Historically, the stock market in India has returned an average of 12% over very long periods, but it cannot be used to calculate the withdrawal rate. This is because the stock market is volatile and there will be years when it returns less than 12% or even has negative returns. As a retiree, you need income even in bear markets and are forced to sell some stocks or return funds at such times.

“Someone retiring in India in 1992 would see three very different decades of stock returns. In the first 10 years of its retirement (1992-2002), the total return on shares measured by Sensex was a disappointing 5.5%. Over the next 10 years (2002-2012) disappointment would turn into delirium as the stock markets returned over 17%. In the final decade of retirement, stock returns would be a good 12%,” writes Saraogi.

Given that both equity and debt returns have gradually declined over time, Saraogi has used returns to calculate possible “retirement paths” since 1980. He projected returns through 2036 on a conservative assumption — that they resemble the lower returns investors have seen since 2000, rather than the high stock market returns of the 1980s or 1990s.

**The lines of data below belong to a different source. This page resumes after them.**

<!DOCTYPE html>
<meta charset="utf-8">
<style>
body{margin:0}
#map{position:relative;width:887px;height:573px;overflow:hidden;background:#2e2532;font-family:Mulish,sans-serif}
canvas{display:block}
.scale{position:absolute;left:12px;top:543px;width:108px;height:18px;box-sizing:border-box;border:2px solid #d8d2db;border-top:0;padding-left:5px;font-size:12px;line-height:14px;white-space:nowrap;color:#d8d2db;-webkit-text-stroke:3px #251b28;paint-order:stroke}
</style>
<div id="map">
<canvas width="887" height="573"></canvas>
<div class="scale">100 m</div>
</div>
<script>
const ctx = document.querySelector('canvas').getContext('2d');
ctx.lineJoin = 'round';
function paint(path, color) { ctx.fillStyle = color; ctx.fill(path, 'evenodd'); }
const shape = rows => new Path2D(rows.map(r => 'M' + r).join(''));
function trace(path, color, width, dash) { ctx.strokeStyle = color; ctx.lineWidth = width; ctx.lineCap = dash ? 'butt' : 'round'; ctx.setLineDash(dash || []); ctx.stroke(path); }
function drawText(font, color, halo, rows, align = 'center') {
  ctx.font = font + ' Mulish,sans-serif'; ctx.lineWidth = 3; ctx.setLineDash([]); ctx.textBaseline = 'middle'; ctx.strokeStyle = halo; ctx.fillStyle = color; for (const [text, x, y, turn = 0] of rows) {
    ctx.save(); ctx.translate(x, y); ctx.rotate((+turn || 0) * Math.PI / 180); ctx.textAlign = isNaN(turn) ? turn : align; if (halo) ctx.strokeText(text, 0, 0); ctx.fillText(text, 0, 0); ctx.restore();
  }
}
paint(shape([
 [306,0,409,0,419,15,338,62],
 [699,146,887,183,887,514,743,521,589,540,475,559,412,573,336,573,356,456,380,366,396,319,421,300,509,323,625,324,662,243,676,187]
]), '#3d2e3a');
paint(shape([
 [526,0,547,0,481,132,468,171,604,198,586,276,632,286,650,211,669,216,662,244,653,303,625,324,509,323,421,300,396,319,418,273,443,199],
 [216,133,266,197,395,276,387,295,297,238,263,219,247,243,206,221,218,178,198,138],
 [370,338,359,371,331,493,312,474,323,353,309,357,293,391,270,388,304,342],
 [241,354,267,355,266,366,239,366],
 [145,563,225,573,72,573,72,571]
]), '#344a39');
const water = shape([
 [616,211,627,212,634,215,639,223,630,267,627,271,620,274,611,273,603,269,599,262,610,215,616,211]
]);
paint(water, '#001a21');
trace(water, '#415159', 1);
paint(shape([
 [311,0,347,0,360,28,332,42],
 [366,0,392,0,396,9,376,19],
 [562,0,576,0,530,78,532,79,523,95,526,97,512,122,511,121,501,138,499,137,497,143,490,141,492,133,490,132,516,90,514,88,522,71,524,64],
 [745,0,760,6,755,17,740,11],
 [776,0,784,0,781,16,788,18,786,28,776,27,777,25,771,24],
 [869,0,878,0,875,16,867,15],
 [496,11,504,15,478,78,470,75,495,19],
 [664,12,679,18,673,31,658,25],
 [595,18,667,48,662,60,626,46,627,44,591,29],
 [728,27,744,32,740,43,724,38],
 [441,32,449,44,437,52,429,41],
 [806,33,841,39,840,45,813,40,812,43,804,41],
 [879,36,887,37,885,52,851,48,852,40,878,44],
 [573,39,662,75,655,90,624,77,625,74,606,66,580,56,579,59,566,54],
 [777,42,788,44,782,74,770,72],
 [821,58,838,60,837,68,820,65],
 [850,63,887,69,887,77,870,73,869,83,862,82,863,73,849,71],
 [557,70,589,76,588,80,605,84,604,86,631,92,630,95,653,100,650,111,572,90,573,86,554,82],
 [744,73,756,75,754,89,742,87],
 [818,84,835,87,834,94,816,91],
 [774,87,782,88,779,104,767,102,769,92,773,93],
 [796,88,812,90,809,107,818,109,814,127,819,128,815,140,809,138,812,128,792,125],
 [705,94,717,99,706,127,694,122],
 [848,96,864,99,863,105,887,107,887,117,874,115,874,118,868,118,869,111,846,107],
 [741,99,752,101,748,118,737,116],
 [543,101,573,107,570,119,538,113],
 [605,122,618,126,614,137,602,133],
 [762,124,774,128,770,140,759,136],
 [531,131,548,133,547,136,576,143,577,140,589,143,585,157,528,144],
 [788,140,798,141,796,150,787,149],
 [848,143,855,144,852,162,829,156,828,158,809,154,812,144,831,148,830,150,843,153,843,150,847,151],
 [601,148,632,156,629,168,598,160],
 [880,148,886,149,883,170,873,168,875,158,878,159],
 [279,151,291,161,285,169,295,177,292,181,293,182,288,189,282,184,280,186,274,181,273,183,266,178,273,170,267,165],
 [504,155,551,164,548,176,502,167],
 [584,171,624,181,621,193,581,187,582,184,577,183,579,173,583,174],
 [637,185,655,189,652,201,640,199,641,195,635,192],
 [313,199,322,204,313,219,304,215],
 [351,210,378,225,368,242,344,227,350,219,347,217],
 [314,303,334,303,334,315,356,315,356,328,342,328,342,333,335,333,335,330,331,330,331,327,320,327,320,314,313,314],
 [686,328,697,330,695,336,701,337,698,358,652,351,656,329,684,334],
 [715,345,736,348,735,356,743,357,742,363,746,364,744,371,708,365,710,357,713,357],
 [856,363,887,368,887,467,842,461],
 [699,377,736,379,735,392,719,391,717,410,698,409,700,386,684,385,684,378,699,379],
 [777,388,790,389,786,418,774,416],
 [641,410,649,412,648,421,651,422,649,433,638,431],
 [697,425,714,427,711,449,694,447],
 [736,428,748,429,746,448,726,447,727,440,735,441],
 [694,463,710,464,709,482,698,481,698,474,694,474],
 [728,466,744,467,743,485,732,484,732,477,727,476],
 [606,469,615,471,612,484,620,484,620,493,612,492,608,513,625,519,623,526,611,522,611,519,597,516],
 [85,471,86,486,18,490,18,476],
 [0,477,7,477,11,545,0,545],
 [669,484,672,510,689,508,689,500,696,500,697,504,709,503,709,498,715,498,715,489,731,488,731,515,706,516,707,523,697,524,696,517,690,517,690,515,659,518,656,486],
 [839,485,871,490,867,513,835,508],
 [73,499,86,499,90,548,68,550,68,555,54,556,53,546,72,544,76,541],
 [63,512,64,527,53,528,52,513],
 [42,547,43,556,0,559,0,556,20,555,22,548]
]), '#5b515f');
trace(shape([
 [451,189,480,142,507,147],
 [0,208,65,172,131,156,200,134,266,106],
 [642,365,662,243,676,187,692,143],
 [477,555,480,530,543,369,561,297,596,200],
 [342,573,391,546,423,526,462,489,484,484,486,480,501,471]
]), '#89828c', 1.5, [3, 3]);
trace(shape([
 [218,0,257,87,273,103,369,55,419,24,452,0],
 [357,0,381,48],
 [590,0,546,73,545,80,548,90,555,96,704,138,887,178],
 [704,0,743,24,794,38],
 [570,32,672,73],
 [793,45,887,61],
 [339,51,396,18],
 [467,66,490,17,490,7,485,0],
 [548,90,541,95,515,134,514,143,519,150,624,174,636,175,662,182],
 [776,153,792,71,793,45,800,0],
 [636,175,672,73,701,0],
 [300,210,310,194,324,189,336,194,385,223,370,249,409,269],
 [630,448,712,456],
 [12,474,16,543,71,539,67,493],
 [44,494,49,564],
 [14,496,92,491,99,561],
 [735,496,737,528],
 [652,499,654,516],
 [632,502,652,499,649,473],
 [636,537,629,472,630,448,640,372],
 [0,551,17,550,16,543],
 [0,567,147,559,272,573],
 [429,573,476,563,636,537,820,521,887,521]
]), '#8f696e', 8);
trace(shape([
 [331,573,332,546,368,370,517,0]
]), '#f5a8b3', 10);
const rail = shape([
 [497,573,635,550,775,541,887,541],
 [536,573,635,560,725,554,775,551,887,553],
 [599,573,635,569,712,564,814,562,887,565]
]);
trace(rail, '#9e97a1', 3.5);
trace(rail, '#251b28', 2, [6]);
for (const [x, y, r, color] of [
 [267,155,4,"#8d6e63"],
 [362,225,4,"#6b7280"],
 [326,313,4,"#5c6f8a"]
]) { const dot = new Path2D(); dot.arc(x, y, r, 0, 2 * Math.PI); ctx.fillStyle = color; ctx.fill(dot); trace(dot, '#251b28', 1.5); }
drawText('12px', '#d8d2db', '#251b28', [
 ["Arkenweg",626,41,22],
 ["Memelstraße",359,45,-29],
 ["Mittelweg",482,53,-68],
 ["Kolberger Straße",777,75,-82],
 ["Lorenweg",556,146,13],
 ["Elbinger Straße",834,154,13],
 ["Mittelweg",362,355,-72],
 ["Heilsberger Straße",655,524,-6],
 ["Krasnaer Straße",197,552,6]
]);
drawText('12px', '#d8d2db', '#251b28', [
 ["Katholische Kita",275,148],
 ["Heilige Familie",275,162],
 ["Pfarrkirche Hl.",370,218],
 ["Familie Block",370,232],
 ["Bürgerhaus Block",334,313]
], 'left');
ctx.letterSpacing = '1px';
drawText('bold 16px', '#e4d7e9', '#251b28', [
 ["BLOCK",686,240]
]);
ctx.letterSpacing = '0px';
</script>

“The bond corpus starts at a base of 100, with an asset allocation mix of 40% equity and 60% debt. All additions/reductions in the retirement corpus are monthly. The annuity corpus generates income each month, one withdrawal is made from the corpus each month, and the rebalancing of the corpus (to bring it back to its 40:60 equity-to-debt mix) also occurs monthly. The analysis ignores transaction costs and taxes,” writes Saraogi, outlining the methodology of his study.

According to Saraogi, using a 4% withdrawal rate means that about a third of all possible retirement paths will run out of money before the 30-year target period. Using 3% means that only 1/12 of those paths will expire, and a 2.6% RTP further reduces them to just 1 in 40.

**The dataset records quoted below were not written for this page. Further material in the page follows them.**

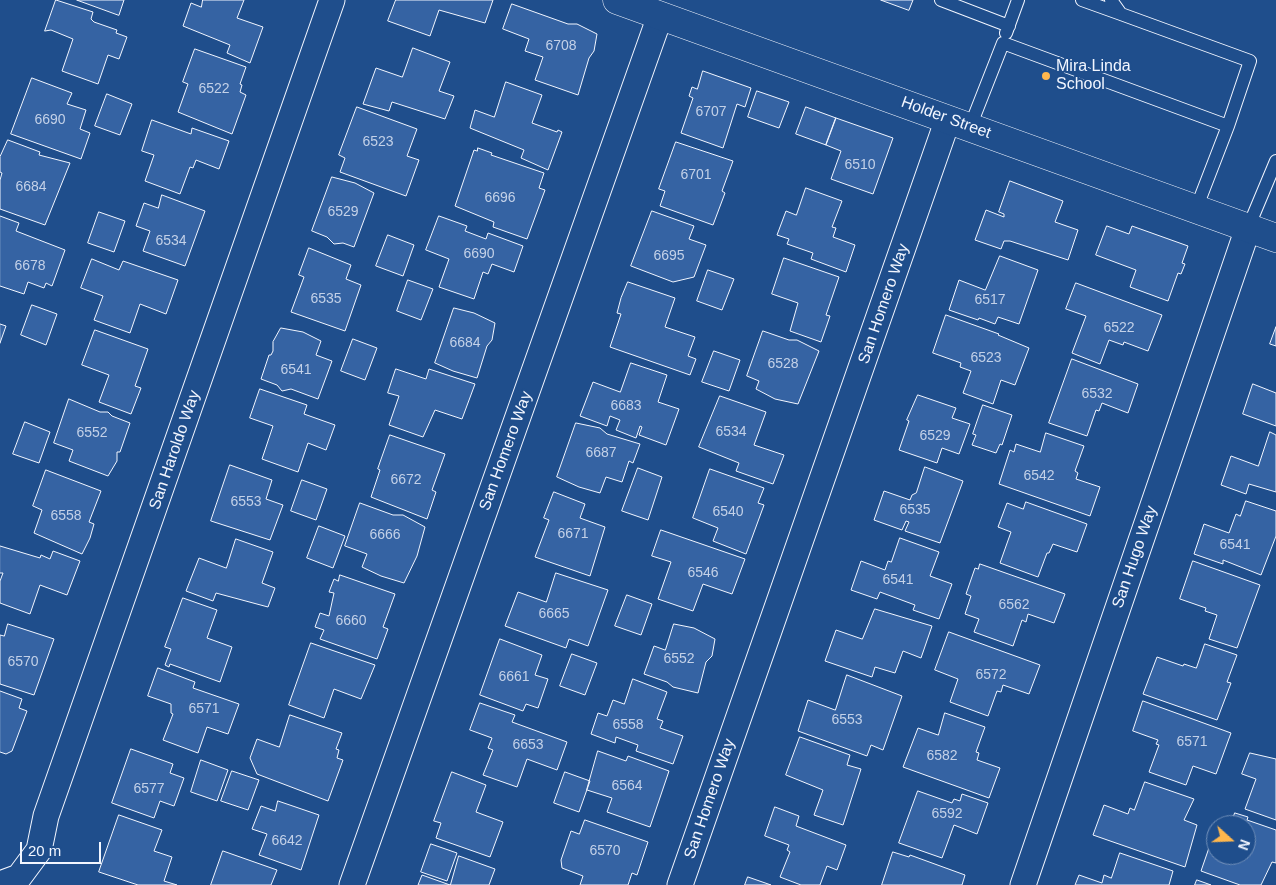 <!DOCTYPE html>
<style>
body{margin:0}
#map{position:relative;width:1276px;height:885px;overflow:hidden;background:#1f4e8c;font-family:Arial,sans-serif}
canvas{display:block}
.north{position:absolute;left:1206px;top:815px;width:50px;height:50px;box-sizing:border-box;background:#1f4e8c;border:1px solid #7391ba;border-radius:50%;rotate:110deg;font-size:14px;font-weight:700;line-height:20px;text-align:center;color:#f2f6ff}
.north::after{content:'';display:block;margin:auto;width:18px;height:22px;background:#ffb74d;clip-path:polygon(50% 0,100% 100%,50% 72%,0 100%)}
.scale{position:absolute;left:20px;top:842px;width:81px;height:22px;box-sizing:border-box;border:2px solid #f2f6ff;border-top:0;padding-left:6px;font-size:15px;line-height:18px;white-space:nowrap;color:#f2f6ff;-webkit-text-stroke:4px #1f4e8c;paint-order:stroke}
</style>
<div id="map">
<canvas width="1276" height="885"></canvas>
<div class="north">N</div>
<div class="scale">20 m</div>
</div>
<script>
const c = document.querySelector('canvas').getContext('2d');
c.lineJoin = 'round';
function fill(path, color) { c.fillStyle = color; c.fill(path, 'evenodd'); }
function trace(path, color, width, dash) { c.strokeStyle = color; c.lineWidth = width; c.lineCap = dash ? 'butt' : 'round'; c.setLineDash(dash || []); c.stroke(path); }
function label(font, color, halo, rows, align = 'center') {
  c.font = font + ' Arial,sans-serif'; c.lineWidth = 4; c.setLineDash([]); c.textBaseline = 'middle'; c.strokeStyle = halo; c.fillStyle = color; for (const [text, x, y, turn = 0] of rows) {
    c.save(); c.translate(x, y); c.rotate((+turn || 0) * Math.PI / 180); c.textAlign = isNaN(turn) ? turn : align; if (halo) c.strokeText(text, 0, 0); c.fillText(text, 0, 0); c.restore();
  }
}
const building = new Path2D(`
 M56,0L93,12L91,19L94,22L117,30L116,33L127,37L119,59L108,55L98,84L62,71L73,39L51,30L45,31Z
 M77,0H124L119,15Z
 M203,0H244L237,18L263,27L250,63L227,53L230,45L183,26L191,3L201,7Z
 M396,0H493L485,23L439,10L430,36L388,21Z
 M881,0H913L909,10Z
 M512,4L568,24H577L597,34L594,51L589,58L578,95L535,80L543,57L525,51L529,39L503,29Z
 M413,48L450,62L439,91L454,96L445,119L392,102L389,111L363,104L376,68L402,77Z
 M195,49L246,67L240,84L242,85L240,92L246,95L232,134L178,112L188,84L183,82Z
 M703,71L751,88L745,107L737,104L723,148L681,133L693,98L689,96L692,87L697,89Z
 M32,78L72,93L67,104L86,110L80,129L90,133L81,159L11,134Z
 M506,82L542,95L532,123L557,132L558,130L562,132L548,170L521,158L524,150L470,128L475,110L494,117Z
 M757,91L789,102L779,128L748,117Z
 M107,94L132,104L120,135L95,126Z
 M357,107L417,129L407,156L419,160L406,196L340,172L345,158L339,155Z
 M806,107L836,118L826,145L796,134Z
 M836,118L893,138L873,194L831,179L841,151L826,145Z
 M152,120L191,134L192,128L229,141L219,169L196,160L193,168L190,167L180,194L145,181L154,155L142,151Z
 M8,140L40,152L39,155L70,163L45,225L0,209V180L2,173L0,172V157Z
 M676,142L733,161L722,191L725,193L713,225L660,206L665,191L659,189Z
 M478,148L492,153L491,155L544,173L539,188L545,190L527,239L493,227L494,222L455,206L474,150L477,151Z
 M332,177L355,183L374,193L354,247L343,243L334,244L327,237L312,231Z
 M1010,181L1063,201L1055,222L1078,230L1068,260L1010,241H1004L1001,249L975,240L986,210L1004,217V214L999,212Z
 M806,188L842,201L832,227L836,228L833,237L855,245L846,272L811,259L813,253L787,244L789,239L777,235L786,211L796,215Z
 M162,195L205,211L185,266L143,251L150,231L136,226L144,203L158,208Z
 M652,211L694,226L689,239L706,245L694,277L673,282L631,266Z
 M99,212L125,221L114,252L88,243Z
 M0,216L19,223L16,231L65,250L52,286L46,283L44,288L28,282L24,294L0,286Z
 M439,216L467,226L465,231L486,239L488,233L523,246L514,272L492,264L488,274L483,272L474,299L439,287L449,259L426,250Z
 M1107,226L1129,234L1132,226L1188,246L1182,263L1185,264L1181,274L1178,273L1168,301L1130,287L1136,270L1096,255Z
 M388,235L414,245L403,276L376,266Z
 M309,248L351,265L346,279L361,285L345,331L291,312L304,277L299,275Z
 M1000,256L1038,270L1019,324L998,317L995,324L979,318L978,320L949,310L959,280L985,290Z
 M784,258L839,277L826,315L830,316L821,342L790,331L798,303L772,294Z
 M92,259L119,270L123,261L178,280L166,314L140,304L130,333L94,320L103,296L81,288Z
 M708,270L734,279L722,310L697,301Z
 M408,280L433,289L421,320L397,311Z
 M628,282L675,298L665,327L695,337L688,356L696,359L690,375L610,347L621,314L617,313L621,298Z
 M1076,283L1162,315L1148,351L1124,342L1123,345L1109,340L1100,364L1072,353L1086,316L1066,309Z
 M32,305L57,314L46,345L21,335Z
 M454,308L474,313L495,323L492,340L487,346L477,378L453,371L435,363Z
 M946,315L999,334L998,335L1029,348L1015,385L1001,380L993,404L963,393L971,371L960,367L961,363L933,353Z
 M0,324L6,326L0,343Z
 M1276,327V346L1270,344Z
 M281,328L303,332L321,341L316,355L332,361L318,399L291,389L282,391L277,385L261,379L269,355H271L273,351V342Z
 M95,330L148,349L135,386L141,388L131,414L99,402L109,375L82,365Z
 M763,331L789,340H797L819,351L798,404L775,399L756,389L759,381L747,376Z
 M353,339L377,348L365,380L341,371Z
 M714,351L740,360L729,391L702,382Z
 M1072,359L1138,384L1128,413L1102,403L1099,411L1096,410L1087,436L1049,423Z
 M631,363L667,375L658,402L679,409L666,445L639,435L642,427L640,426L636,438L616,430L620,420L610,416L607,426L580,416L593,382L620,392Z
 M396,369L426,379L429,369L475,384L462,419L435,410L423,437L389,425L399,396L388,393Z
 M1253,384L1276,393V426L1243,414Z
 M260,389L307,405L304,414L335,425L326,450L308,443L298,472L262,459L273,426L250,418Z
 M918,395L956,408L952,418L970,424L959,454L942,448L937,463L899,450L909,421L907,420Z
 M720,396L766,412L754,445L784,455L773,484L736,471L739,463L699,447Z
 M69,399L100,412H108L112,416L130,423L120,452H117V461L108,476L69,461L73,450L54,443Z
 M983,405L1012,415L1002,445L1000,444L996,453L972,445L976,435L973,434Z
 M25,422L50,432L39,463L13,454Z
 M576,423L600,428L607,434L640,444L633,463L629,461L622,482L606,477L600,493L579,487L557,477Z
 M1270,432L1276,435V492L1249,484L1246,494L1221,485L1231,456L1258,466Z
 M1046,433L1084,446L1075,471L1078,473L1076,479L1100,487L1090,516L999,484L1010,450L1014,452L1016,444L1040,452Z
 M390,435L445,454L432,490L436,492L427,519L371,497L380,470L378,469Z
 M230,465L272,480L266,499L283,505L270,540L211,521Z
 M925,467L963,481L940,543L905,531L909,522L906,521L902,530L874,520L884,491L910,500L912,495L916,493Z
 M638,468L662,477L648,520L622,511Z
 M710,469L764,488L758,503L764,505L746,554L713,541L718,528L693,518Z
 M46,470L101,491L89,522L94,524L90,538L82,554L34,533L42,510L33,506Z
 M302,480L327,489L316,520L291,511Z
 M554,492L585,504L580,518L605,527L590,576L535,557L549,520L544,518Z
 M1246,501L1276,511V536L1261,575L1223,560V564L1194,554L1204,524L1229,533L1236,514L1240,516Z
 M1026,502L1087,524L1077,552L1053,544L1049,553H1047L1038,577L1000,563L1011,532L998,527L1007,503L1023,509Z
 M360,503L393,515H403L425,527L417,556L404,583L381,576L362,567L367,554L345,546Z
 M319,526L345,536L333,568L307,558Z
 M661,530L745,559L732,594L703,584L693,611L658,599L671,562L652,556Z
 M900,538L939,552L930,576L952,584L939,619L913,610L915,605L880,592L877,599L851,590L861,561L885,570L888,561L891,562Z
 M236,539L273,552L262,583L275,588L268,607L216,593L213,601L186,591L199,558L226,568Z
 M0,546L40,558L41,555L50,559L53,551L80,561L67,595L40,585L30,614L0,603V581L3,573H0Z
 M1193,561L1260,585L1237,648L1209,639L1217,615L1205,611L1206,608L1180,599Z
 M980,564L1065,594L1054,623L1028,614L1026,622L1022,620L1013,646L974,632L979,619L965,614L971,596L966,594L975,568L978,569Z
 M556,573L608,590L588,646L569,639L566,648L505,626L518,592L546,602Z
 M340,575L395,594L383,627L388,629L377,659L320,639L324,630L315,627L320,613L329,616L334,593L329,592L334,579L338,581Z
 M627,595L652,604L641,635L615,626Z
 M183,598L217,610L207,638L232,647L220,682L170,664L169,667L165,665L171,649L165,647Z
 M875,609L932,626L921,658L903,651L895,673L875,667L872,677L825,661L836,630L862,639Z
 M8,624L54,639L34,695L0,684V635L4,636Z
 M674,624L694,628L715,639L712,656L706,662L698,693L673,687L667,682L644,674L654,646L665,650Z
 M949,632L1040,665L1029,694L1003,685L1001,692L997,691L988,716L950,702L958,679L935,670Z
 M500,639L542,655L535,675L548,679L538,708L526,704L523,711L480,695Z
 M311,643L375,665L361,699L334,689L324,718L289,705Z
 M1205,644L1237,655L1227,682L1231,683L1217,720L1143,694L1157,657L1183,666L1184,664L1196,668Z
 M572,654L597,663L585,695L560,686Z
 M158,668L195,682L193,688L239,704L228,734L207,727L198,753L163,740L173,714L171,713V704L148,696Z
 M847,675L902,696L883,750L871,745L867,756L798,731L808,700L835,710Z
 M633,679L667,692L657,719L663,721L660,728L683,736L673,764L636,751L638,745L616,737L615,743L591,734L598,713L607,716L613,700L624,704Z
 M0,691L22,699L19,708L27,711L12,751L6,754L0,752Z
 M1143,701L1231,733L1216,774L1193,766L1186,785L1149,772L1159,745L1156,744L1158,740L1133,731Z
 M480,703L515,715L512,722L567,742L557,770L527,759L517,787L483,775L493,750L488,748L492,738L470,730Z
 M945,713L985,727L976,752L979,753L977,760L1000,768L989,798L903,767L918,728L938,735Z
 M290,715L342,733L336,749L339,750L337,758L343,760L328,801L257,774L250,758L257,739L279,747Z
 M800,737L850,755L847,765L861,769L843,825L814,815L823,790L786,775Z
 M131,749L173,764L170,773L184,778L174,806L160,801L154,818L112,803Z
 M598,751L626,761L628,756L669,771L650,827L607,812L612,798L587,790Z
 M1250,753L1276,759V820L1245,809L1256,779L1242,774Z
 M201,760L228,770L217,801L191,792Z
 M232,771L259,780L248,810L221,801Z
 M452,772L486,785L476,812L503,822L490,857L436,838L441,823L434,821Z
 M565,772L590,781L579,812L554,803Z
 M1145,782L1194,799L1184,820L1197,825L1185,867L1093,835L1104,805L1128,814L1130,808L1134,810Z
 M918,791L952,803L954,799L960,801L962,794L988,803L977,834L954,825L942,858L899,843Z
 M278,801L319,815L301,870L259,855L267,834L252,829L261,806L275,811Z
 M775,807L799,816L796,826L846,845L837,870L827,866L820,885H801L780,877L790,852L787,850L789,845L765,836Z
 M1235,813L1248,817L1247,820L1276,830V863L1272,862L1261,885H1240L1201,871L1211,842L1216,843V855H1246V825H1231Z
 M119,815L162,830L154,851L172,857L164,881L177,885H138L99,872Z
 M585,820L648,842L637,875L632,873L628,885H580L583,876L562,868L561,860L571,831L579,834Z
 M431,844L457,853L447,881L421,872Z
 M223,851L277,870L271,885H211Z
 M893,852L909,857L910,855L965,875L962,885H882Z
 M1120,853L1173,871L1169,885H1075L1079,875L1102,883L1104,875L1111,878Z
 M459,856L495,869L489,885H418L422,875L450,885Z
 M748,877L771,885H745Z
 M1197,880L1211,885H1195Z`);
const lane = new Path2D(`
 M941,0L1009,26
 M1082,0L1121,14
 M1111,0L1121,14L1250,61L1228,126
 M1006,33L1018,0
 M970,127L1003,43L1228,126L1196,209
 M1248,228L1276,161`);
const street = new Path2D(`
 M0,884L19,877L39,850L46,816L332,0
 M352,885L660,16
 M680,885L948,119
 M1023,885L1248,228`);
const secondary = new Path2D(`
 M617,0L1276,238`);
const markers = [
 [1046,76,5,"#ffb74d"]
];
const numberNames = [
 ["6708",561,46],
 ["6522",214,89],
 ["6707",711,112],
 ["6690",50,120],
 ["6523",378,142],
 ["6510",860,165],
 ["6701",696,175],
 ["6684",31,187],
 ["6696",500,198],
 ["6529",343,212],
 ["6534",171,241],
 ["6690",479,254],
 ["6695",669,256],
 ["6678",30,266],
 ["6535",326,299],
 ["6517",990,300],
 ["6522",1119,328],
 ["6684",465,343],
 ["6523",986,358],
 ["6528",783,364],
 ["6541",296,370],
 ["6532",1097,394],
 ["6683",626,406],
 ["6534",731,432],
 ["6552",92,433],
 ["6529",935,436],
 ["6687",601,453],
 ["6542",1039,476],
 ["6672",406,480],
 ["6553",246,502],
 ["6535",915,510],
 ["6540",728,512],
 ["6558",66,516],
 ["6671",573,534],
 ["6666",385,535],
 ["6541",1235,545],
 ["6546",703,573],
 ["6541",898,580],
 ["6562",1014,605],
 ["6665",554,614],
 ["6660",351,621],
 ["6552",679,659],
 ["6570",23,662],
 ["6572",991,675],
 ["6661",514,677],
 ["6571",204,709],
 ["6553",847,720],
 ["6558",628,725],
 ["6571",1192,742],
 ["6653",528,745],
 ["6582",942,756],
 ["6564",627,786],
 ["6577",149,789],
 ["6592",947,814],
 ["6642",287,841],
 ["6570",605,851]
];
const poiNames = [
 ["Mira Linda",1056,67],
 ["School",1056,85]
];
const streetNames = [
 ["Holder Street",946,118,20],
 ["San Homero Way",884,304,-71],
 ["San Haroldo Way",175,450,-71],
 ["San Homero Way",506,451,-70],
 ["San Hugo Way",1135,557,-71],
 ["San Homero Way",710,799,-71]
];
fill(building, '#3563a3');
trace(building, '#f2f6ff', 1);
trace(lane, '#f2f6ff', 14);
trace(street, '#f2f6ff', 27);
trace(secondary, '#f2f6ff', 29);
trace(lane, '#1f4e8c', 12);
trace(street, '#1f4e8c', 25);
trace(secondary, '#1f4e8c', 28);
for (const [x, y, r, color] of markers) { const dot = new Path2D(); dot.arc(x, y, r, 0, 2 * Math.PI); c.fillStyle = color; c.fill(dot); trace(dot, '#1f4e8c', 2); }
label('14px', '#c3d1e8', null, numberNames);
label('16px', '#f2f6ff', '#1f4e8c', poiNames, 'left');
label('16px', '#f2f6ff', '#1f4e8c', streetNames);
</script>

“Based on adjusted return data, which accounts for falling investment returns, the safe payout rate for India is significantly lower than the conventional estimate of 4% – our study suggests around 3%. Anything higher and we will compromise the safety of a retirement portfolio,” writes Saraogi.

Some financial planners use alternative planning methods. “We typically only calculate the withdrawal rate for the debt portion of a client’s portfolio. We use an interest rate that is lower than the after-tax yield of the debt fund or instrument. For example, if a debt fund’s after-tax return is 6%, we might use 4 or 5% as the payout rate,” said Suresh Sadgopan, founder of Ladder 7 Financial Advisories.

However, most financial planners will agree on a withdrawal rate that is lower than your return rate, allowing some money to be reinvested and your corpus to grow.